What you will do:
Could you copy out all of the entries exactly?
[[ Data for this exercise open ]]
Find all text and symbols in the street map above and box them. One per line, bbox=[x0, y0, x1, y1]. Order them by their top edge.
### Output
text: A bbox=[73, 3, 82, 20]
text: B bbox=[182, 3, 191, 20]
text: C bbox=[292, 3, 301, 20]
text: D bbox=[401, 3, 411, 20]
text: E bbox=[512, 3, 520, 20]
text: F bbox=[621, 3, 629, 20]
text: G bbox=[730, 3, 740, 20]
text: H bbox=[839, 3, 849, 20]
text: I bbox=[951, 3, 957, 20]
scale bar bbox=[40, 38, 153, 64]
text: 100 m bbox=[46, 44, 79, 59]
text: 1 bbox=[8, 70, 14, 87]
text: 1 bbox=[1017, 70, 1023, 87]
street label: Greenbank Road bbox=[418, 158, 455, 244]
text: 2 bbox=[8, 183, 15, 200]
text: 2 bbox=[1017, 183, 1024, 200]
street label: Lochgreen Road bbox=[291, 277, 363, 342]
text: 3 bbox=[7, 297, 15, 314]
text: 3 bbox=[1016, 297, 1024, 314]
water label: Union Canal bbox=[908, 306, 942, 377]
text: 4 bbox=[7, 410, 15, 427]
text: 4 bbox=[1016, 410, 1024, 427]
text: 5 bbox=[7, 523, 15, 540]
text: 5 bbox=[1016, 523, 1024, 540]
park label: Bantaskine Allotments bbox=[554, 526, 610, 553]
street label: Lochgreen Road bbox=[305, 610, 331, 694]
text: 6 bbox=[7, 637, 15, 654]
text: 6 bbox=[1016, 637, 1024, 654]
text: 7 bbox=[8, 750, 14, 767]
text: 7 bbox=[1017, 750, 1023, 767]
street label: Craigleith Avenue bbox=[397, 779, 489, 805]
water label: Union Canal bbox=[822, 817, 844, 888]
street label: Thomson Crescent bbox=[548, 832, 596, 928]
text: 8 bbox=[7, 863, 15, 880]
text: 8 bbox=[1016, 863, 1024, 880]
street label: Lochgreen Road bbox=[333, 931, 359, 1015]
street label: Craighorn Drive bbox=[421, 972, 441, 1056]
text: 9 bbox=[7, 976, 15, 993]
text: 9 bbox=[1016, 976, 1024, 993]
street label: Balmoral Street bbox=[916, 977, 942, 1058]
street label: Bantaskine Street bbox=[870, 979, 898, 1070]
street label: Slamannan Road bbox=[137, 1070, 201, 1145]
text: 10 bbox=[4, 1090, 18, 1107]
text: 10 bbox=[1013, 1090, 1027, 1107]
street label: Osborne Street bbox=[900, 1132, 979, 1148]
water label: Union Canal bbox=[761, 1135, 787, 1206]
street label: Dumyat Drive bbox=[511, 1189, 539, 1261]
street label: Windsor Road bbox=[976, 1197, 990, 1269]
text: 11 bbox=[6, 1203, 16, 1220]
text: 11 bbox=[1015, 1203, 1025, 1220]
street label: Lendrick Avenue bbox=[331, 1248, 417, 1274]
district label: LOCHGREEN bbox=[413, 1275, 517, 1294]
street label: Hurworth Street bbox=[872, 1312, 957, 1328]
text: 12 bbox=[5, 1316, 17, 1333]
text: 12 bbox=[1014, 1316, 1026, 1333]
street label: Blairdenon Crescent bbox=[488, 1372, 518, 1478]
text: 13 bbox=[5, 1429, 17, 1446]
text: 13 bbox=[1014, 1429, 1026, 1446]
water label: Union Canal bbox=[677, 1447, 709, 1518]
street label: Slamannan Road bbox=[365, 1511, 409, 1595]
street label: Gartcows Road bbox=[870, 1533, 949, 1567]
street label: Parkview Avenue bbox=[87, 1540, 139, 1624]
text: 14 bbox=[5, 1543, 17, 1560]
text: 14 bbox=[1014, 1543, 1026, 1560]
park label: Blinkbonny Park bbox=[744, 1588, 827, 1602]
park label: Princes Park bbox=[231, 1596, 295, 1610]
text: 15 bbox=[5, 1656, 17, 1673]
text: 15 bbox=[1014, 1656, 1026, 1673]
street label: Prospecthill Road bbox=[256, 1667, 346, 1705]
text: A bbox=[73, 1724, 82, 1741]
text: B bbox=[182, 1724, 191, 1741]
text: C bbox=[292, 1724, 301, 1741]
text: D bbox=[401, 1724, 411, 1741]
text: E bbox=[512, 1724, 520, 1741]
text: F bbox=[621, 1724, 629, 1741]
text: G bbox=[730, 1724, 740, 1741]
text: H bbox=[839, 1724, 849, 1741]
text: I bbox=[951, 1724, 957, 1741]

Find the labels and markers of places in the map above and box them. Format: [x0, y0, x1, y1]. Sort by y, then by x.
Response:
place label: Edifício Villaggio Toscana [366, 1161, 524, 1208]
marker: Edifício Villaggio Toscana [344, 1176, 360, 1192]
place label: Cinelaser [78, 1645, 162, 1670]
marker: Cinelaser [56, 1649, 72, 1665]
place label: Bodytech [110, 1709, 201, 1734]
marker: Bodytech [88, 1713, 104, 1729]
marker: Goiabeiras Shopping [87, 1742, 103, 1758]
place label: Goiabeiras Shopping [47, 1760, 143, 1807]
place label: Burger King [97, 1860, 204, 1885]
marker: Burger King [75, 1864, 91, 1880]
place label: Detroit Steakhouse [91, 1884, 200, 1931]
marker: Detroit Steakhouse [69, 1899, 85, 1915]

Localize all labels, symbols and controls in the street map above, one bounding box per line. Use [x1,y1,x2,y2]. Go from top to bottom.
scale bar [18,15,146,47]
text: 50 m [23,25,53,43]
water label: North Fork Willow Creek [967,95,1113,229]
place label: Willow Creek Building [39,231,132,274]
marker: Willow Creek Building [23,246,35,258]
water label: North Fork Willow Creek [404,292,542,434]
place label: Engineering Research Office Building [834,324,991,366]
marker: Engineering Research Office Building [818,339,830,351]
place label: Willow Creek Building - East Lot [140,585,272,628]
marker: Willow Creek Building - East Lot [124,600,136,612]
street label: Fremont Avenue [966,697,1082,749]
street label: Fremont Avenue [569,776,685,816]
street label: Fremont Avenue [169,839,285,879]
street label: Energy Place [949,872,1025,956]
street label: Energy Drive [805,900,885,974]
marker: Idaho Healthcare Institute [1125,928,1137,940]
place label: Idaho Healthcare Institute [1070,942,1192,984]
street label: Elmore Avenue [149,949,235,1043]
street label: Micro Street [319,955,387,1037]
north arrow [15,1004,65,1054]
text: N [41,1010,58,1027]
[[ Data for this exercise closed ]]
Expected answer:
Find all text and symbols in the street map above and box them. One per line, bbox=[x0, y0, x1, y1]. Order them by their top edge.
### Output
text: A bbox=[73, 3, 82, 20]
text: B bbox=[182, 3, 191, 20]
text: C bbox=[292, 3, 301, 20]
text: D bbox=[401, 3, 411, 20]
text: E bbox=[512, 3, 520, 20]
text: F bbox=[621, 3, 629, 20]
text: G bbox=[730, 3, 740, 20]
text: H bbox=[839, 3, 849, 20]
text: I bbox=[951, 3, 957, 20]
scale bar bbox=[40, 38, 153, 64]
text: 100 m bbox=[46, 44, 79, 59]
text: 1 bbox=[8, 70, 14, 87]
text: 1 bbox=[1017, 70, 1023, 87]
street label: Greenbank Road bbox=[418, 158, 455, 244]
text: 2 bbox=[8, 183, 15, 200]
text: 2 bbox=[1017, 183, 1024, 200]
street label: Lochgreen Road bbox=[291, 277, 363, 342]
text: 3 bbox=[7, 297, 15, 314]
text: 3 bbox=[1016, 297, 1024, 314]
water label: Union Canal bbox=[908, 306, 942, 377]
text: 4 bbox=[7, 410, 15, 427]
text: 4 bbox=[1016, 410, 1024, 427]
text: 5 bbox=[7, 523, 15, 540]
text: 5 bbox=[1016, 523, 1024, 540]
park label: Bantaskine Allotments bbox=[554, 526, 610, 553]
street label: Lochgreen Road bbox=[305, 610, 331, 694]
text: 6 bbox=[7, 637, 15, 654]
text: 6 bbox=[1016, 637, 1024, 654]
text: 7 bbox=[8, 750, 14, 767]
text: 7 bbox=[1017, 750, 1023, 767]
street label: Craigleith Avenue bbox=[397, 779, 489, 805]
water label: Union Canal bbox=[822, 817, 844, 888]
street label: Thomson Crescent bbox=[548, 832, 596, 928]
text: 8 bbox=[7, 863, 15, 880]
text: 8 bbox=[1016, 863, 1024, 880]
street label: Lochgreen Road bbox=[333, 931, 359, 1015]
street label: Craighorn Drive bbox=[421, 972, 441, 1056]
text: 9 bbox=[7, 976, 15, 993]
text: 9 bbox=[1016, 976, 1024, 993]
street label: Balmoral Street bbox=[916, 977, 942, 1058]
street label: Bantaskine Street bbox=[870, 979, 898, 1070]
street label: Slamannan Road bbox=[137, 1070, 201, 1145]
text: 10 bbox=[4, 1090, 18, 1107]
text: 10 bbox=[1013, 1090, 1027, 1107]
street label: Osborne Street bbox=[900, 1132, 979, 1148]
water label: Union Canal bbox=[761, 1135, 787, 1206]
street label: Dumyat Drive bbox=[511, 1189, 539, 1261]
street label: Windsor Road bbox=[976, 1197, 990, 1269]
text: 11 bbox=[6, 1203, 16, 1220]
text: 11 bbox=[1015, 1203, 1025, 1220]
street label: Lendrick Avenue bbox=[331, 1248, 417, 1274]
district label: LOCHGREEN bbox=[413, 1275, 517, 1294]
street label: Hurworth Street bbox=[872, 1312, 957, 1328]
text: 12 bbox=[5, 1316, 17, 1333]
text: 12 bbox=[1014, 1316, 1026, 1333]
street label: Blairdenon Crescent bbox=[488, 1372, 518, 1478]
text: 13 bbox=[5, 1429, 17, 1446]
text: 13 bbox=[1014, 1429, 1026, 1446]
water label: Union Canal bbox=[677, 1447, 709, 1518]
street label: Slamannan Road bbox=[365, 1511, 409, 1595]
street label: Gartcows Road bbox=[870, 1533, 949, 1567]
street label: Parkview Avenue bbox=[87, 1540, 139, 1624]
text: 14 bbox=[5, 1543, 17, 1560]
text: 14 bbox=[1014, 1543, 1026, 1560]
park label: Blinkbonny Park bbox=[744, 1588, 827, 1602]
park label: Princes Park bbox=[231, 1596, 295, 1610]
text: 15 bbox=[5, 1656, 17, 1673]
text: 15 bbox=[1014, 1656, 1026, 1673]
street label: Prospecthill Road bbox=[256, 1667, 346, 1705]
text: A bbox=[73, 1724, 82, 1741]
text: B bbox=[182, 1724, 191, 1741]
text: C bbox=[292, 1724, 301, 1741]
text: D bbox=[401, 1724, 411, 1741]
text: E bbox=[512, 1724, 520, 1741]
text: F bbox=[621, 1724, 629, 1741]
text: G bbox=[730, 1724, 740, 1741]
text: H bbox=[839, 1724, 849, 1741]
text: I bbox=[951, 1724, 957, 1741]

Find the labels and markers of places in the map above and box them. Format: [x0, y0, x1, y1]. Sort by y, then by x.
Response:
place label: Edifício Villaggio Toscana [366, 1161, 524, 1208]
marker: Edifício Villaggio Toscana [344, 1176, 360, 1192]
place label: Cinelaser [78, 1645, 162, 1670]
marker: Cinelaser [56, 1649, 72, 1665]
place label: Bodytech [110, 1709, 201, 1734]
marker: Bodytech [88, 1713, 104, 1729]
marker: Goiabeiras Shopping [87, 1742, 103, 1758]
place label: Goiabeiras Shopping [47, 1760, 143, 1807]
place label: Burger King [97, 1860, 204, 1885]
marker: Burger King [75, 1864, 91, 1880]
place label: Detroit Steakhouse [91, 1884, 200, 1931]
marker: Detroit Steakhouse [69, 1899, 85, 1915]

Localize all labels, symbols and controls in the street map above, one bounding box per line. Use [x1,y1,x2,y2]. Go from top to bottom.
scale bar [18,15,146,47]
text: 50 m [23,25,53,43]
water label: North Fork Willow Creek [967,95,1113,229]
place label: Willow Creek Building [39,231,132,274]
marker: Willow Creek Building [23,246,35,258]
water label: North Fork Willow Creek [404,292,542,434]
place label: Engineering Research Office Building [834,324,991,366]
marker: Engineering Research Office Building [818,339,830,351]
place label: Willow Creek Building - East Lot [140,585,272,628]
marker: Willow Creek Building - East Lot [124,600,136,612]
street label: Fremont Avenue [966,697,1082,749]
street label: Fremont Avenue [569,776,685,816]
street label: Fremont Avenue [169,839,285,879]
street label: Energy Place [949,872,1025,956]
street label: Energy Drive [805,900,885,974]
marker: Idaho Healthcare Institute [1125,928,1137,940]
place label: Idaho Healthcare Institute [1070,942,1192,984]
street label: Elmore Avenue [149,949,235,1043]
street label: Micro Street [319,955,387,1037]
north arrow [15,1004,65,1054]
text: N [41,1010,58,1027]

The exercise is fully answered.